Today, Duggan has three Olympic medals of her own. She won gold at the 2018 Olympics, where she captained the US Women’s Ice Hockey team.
“To see her become the captain and 20 years later win the next gold medal for the US—I can’t even put into words the feeling that represents. To know that many of us on the 1998 team had a direct impact on young women who then lived their own Olympic dreams, and even the larger message that the team was able to send to little girls everywhere, that to us is really important. Winning the gold medal was great and all, but now that I am able to look back and understand how our success changed the trajectory of the sport and to see how far it’s come 21 years later is an incredible feeling.”
Paying it Forward
Silverman continues to inspire young women—and young men—on and off the ice. Now in her seventh year at Taft, Silverman is a math teacher, an Admissions Officer, a dorm parent in Centennial and head coach of the Girls’ Varsity Hockey team. She and Steve both share their talent and experience with the greater community as coaches in the local youth hockey league. She runs a camp for young women and has worked in a number of USA Hockey development programs. In each of those roles, Silverman says, she shares the wisdom gained through her own experience.
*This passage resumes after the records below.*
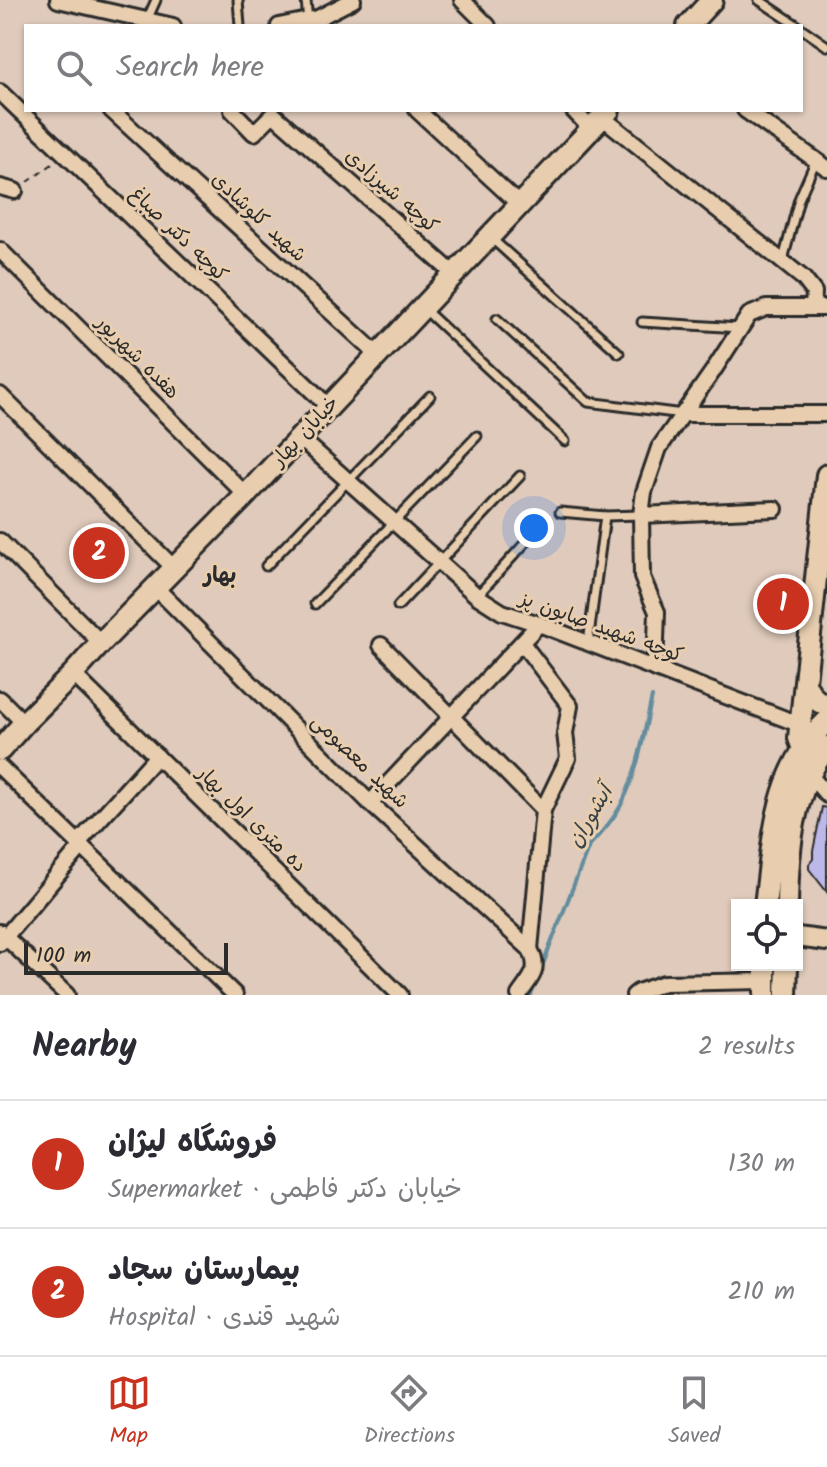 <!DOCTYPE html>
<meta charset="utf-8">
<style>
:root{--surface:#fff;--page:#f7f7f7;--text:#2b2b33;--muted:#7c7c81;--line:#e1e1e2;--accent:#c8321e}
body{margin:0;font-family:Kalam,"Playpen Sans Arabic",sans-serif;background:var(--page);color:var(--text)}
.controls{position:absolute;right:24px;bottom:24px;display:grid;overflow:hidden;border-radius:0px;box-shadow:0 2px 6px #0004}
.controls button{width:72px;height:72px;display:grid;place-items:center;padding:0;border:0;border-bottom:2px solid var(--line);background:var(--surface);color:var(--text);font:40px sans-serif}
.scale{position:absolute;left:24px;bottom:20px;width:204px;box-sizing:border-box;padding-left:8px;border:4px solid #2b2b2b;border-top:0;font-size:22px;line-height:28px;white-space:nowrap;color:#2b2b2b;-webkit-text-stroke:6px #e8ceaf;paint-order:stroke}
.you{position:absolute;left:534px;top:528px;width:28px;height:28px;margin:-20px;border:6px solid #fff;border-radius:50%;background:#1a73e8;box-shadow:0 0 0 12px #1a73e833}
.badge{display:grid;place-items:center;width:52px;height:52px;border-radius:50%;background:var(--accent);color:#fff;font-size:26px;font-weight:700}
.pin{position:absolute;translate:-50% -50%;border:4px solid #fff;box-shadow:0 2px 8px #0006}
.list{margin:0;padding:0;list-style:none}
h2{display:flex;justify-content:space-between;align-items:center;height:104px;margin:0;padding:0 32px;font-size:34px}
h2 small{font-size:26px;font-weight:400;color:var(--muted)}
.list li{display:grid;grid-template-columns:52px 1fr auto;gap:24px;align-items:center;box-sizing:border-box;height:128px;padding:0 32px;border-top:2px solid var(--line)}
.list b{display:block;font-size:30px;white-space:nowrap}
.list p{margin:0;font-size:26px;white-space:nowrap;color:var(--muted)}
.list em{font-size:26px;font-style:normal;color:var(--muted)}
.icon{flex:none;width:44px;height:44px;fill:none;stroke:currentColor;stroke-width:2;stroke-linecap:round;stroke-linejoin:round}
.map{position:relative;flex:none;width:827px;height:995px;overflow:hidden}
.search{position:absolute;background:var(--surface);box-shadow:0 2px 6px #0004;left:24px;right:24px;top:24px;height:88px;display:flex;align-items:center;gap:20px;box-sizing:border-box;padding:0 28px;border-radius:0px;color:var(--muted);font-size:30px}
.sheet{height:360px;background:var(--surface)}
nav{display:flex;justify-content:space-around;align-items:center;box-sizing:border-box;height:112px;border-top:2px solid var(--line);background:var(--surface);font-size:22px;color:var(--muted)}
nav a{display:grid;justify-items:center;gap:4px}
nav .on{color:var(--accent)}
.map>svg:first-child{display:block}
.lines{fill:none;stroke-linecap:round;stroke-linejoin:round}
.stream{stroke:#638c9d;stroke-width:4}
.building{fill:#bdb8ea;stroke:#2b2b2b;stroke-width:2}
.service-casing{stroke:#2b2b2b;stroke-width:13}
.minor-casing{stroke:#2b2b2b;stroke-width:20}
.tertiary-casing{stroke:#2b2b2b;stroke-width:24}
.secondary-casing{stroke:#2b2b2b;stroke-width:26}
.path{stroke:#2b2b2b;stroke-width:2;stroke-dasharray:6 6;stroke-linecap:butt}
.service{stroke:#e8ceaf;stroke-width:7}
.minor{stroke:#e8ceaf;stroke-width:14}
.tertiary{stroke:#e8ceaf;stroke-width:18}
.secondary{stroke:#e8ceaf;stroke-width:20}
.labels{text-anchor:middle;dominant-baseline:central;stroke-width:6;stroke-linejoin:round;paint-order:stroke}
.street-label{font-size:20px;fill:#2b2b2b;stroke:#e8ceaf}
.neighbourhood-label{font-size:22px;font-weight:bold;fill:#2b2b2b;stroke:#e8ceaf}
.water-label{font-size:22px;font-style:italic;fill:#394348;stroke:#e8ceaf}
</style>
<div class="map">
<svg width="827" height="995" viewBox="0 0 827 995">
<rect width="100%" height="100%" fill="#dfcabb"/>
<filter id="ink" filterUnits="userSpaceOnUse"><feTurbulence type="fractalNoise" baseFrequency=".0125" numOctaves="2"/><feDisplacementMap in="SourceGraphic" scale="16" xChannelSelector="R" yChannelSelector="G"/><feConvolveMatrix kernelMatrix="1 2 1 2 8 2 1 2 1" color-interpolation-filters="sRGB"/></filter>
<g filter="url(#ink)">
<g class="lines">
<path class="stream" d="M531 995 589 846C602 832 615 818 623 801 639 768 644 732 652 697"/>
</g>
<path class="building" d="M822 807 827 808V892L809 869V864L813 859V851Z"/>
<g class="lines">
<g class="service-casing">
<g id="service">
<path d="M238 0 240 26"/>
<path d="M306 0 308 22"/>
<path d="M759 0 798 26"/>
<path d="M147 20 156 0"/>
<path d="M801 28 827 46"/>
<path d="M491 238 619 353"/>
<path d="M783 260 799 199 816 160"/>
<path d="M423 308 565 441"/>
<path d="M497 319 588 402 683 414"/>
<path d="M642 322 740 328"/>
<path d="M560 512 605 516 641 515"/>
<path d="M266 566 430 396"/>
<path d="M477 596 536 531"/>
<path d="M315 604 477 436"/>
<path d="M398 606 520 476"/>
<path d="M588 643 605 516"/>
</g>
</g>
<g class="minor-casing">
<g id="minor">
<path d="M58 0 173 26"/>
<path d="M462 0 488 26"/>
<path d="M279 26 318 18 353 0"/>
<path d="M0 92 329 407"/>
<path d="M111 110 378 355"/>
<path d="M232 110 254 133 273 114 454 274"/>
<path d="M417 110 520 205"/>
<path d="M573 110 591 129"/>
<path d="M745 110 827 168"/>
<path d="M602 117 803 278 814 292 813 308"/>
<path d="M0 187 15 191"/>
<path d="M0 250 246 495"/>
<path d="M0 395 175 569"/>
<path d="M683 414H827"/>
<path d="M300 438 477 596 502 612 539 624 801 725"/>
<path d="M641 515 775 509"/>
<path d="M0 541 101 643"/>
<path d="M156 588 370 803 530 949C541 971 531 977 519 995"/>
<path d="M522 643 570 706 565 733 568 758 543 810 530 949"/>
<path d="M381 645 543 810"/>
<path d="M655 669 657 612 642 577 641 515 644 492 659 448 713 371 749 315 766 308H827"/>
<path d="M73 674 400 995"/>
<path d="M0 699 24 723"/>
<path d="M0 767 235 995"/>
<path d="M809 774 827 795"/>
<path d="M370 803 539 624"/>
<path d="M78 843 157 756"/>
<path d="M0 932 67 995"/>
<path d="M0 943 82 846"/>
<path d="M634 995 638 992 664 983 765 981"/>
</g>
</g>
<g class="tertiary-casing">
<path id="tertiary" d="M797 937 827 941"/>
</g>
<g class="secondary-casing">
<g id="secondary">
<path d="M688 26 712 0"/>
<path d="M805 684C811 695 815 702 827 705"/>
<path d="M803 749 799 738 827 475"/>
<path d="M0 750 24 723 73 674 101 643 246 495 609 110"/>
<path d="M765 905C774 837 774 772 827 721"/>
<path d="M787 905C788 850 792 791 827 747"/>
<path d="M765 995V965"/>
<path d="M786 995 787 965"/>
</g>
</g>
<path class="path" d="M28 182 55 162"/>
<use href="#service" class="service"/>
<use href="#minor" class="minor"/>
<use href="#tertiary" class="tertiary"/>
<use href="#secondary" class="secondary"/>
</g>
</g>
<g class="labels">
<g class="street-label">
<text transform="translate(391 192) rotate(41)">کوچه شیرزادی</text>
<text transform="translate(258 218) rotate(43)">شهید کلوشادی</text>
<text transform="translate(178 235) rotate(44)">کوچه دکتر صباغ</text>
<text transform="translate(137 358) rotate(45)">هفده شهریور</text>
<text transform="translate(306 432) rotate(-47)">خیابان بهار</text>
<text transform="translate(601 628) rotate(20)">کوچه شهید صابون پز</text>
<text transform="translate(359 762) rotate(44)">شهید معصومی</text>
<text transform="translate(251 820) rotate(44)">ده متری اول بهار</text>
</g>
<g class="neighbourhood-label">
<text x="220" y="576">بهار</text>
</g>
<g class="water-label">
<text transform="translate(591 817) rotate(-60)">آبشوران</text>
</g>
</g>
</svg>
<div class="controls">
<button><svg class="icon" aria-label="locate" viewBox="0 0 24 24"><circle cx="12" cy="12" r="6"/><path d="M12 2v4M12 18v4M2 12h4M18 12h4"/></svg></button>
</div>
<div class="scale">100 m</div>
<div class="you"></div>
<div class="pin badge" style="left:783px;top:604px">1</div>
<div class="pin badge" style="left:99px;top:553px">2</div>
<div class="search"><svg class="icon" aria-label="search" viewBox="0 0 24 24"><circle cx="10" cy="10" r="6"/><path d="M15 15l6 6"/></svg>Search here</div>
</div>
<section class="sheet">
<h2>Nearby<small>2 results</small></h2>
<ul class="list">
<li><span class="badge">1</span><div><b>فروشگاه لیژان</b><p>Supermarket · خیابان دکتر فاطمی</p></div><em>130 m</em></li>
<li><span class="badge">2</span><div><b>بیمارستان سجاد</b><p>Hospital · شهید قندی</p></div><em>210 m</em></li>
</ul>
</section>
<nav>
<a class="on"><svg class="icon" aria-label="map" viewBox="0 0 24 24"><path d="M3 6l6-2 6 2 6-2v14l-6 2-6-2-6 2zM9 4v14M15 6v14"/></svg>Map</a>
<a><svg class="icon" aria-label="directions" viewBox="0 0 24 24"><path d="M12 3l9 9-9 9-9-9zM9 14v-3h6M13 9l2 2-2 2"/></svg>Directions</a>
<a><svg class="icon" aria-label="saved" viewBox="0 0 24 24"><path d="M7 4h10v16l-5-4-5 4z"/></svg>Saved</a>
</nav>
“Life is really one obstacle after another and you learn by navigating each one. It isn’t always easy. You learn strategies, and you learn to rely on the people who are in your corner—your coaches, your teachers, your parents. But in the end, only you can do the work; only you can put in the time, put in the effort, take your knocks and get back up. If I hadn’t been cut from the team and if I hadn’t had that struggle, would I have achieved at the Olympic level? I don’t believe I would have—I would not have had that perspective.”